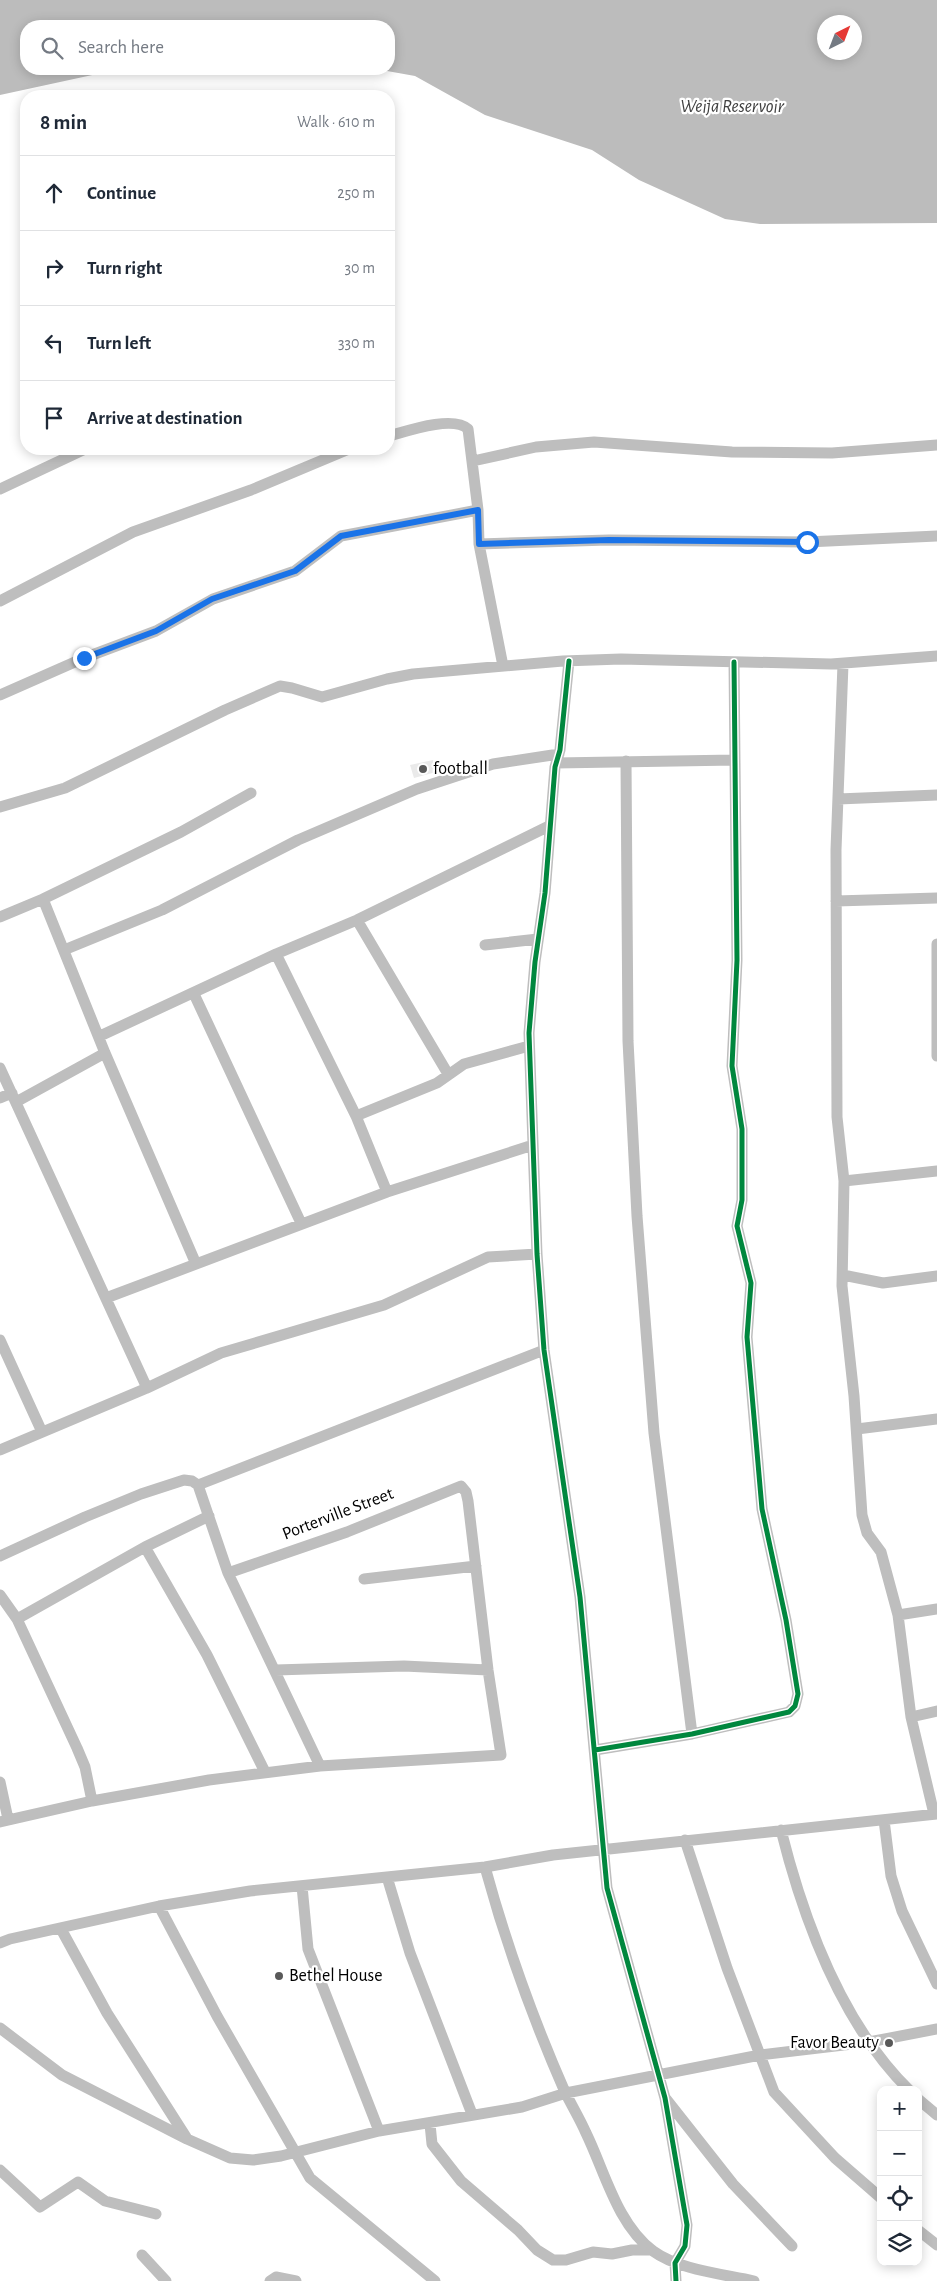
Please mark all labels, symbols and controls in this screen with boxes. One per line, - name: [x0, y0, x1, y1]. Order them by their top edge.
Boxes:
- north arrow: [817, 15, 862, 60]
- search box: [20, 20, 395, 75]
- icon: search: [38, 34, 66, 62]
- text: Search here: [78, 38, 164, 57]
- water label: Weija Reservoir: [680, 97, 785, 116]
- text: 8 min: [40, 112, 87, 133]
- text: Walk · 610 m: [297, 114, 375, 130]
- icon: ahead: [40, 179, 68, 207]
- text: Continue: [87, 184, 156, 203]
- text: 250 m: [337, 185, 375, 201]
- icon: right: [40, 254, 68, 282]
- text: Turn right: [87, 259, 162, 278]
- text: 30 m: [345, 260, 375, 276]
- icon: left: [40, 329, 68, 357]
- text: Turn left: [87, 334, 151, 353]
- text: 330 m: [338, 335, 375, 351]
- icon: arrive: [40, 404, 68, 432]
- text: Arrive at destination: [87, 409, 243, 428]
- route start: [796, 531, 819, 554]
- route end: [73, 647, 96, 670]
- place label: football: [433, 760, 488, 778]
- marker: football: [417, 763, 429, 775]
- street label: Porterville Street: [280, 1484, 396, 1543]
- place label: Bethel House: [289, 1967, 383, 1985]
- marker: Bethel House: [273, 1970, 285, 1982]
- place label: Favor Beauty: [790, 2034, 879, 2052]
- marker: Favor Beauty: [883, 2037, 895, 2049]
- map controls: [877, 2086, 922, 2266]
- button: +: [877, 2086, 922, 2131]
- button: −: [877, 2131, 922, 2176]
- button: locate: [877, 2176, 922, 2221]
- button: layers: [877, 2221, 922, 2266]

-----

GOAL OF THE EXERCISE
Among the entries above, determine how many lines contain "football", then output only that number.

SOLUTION
2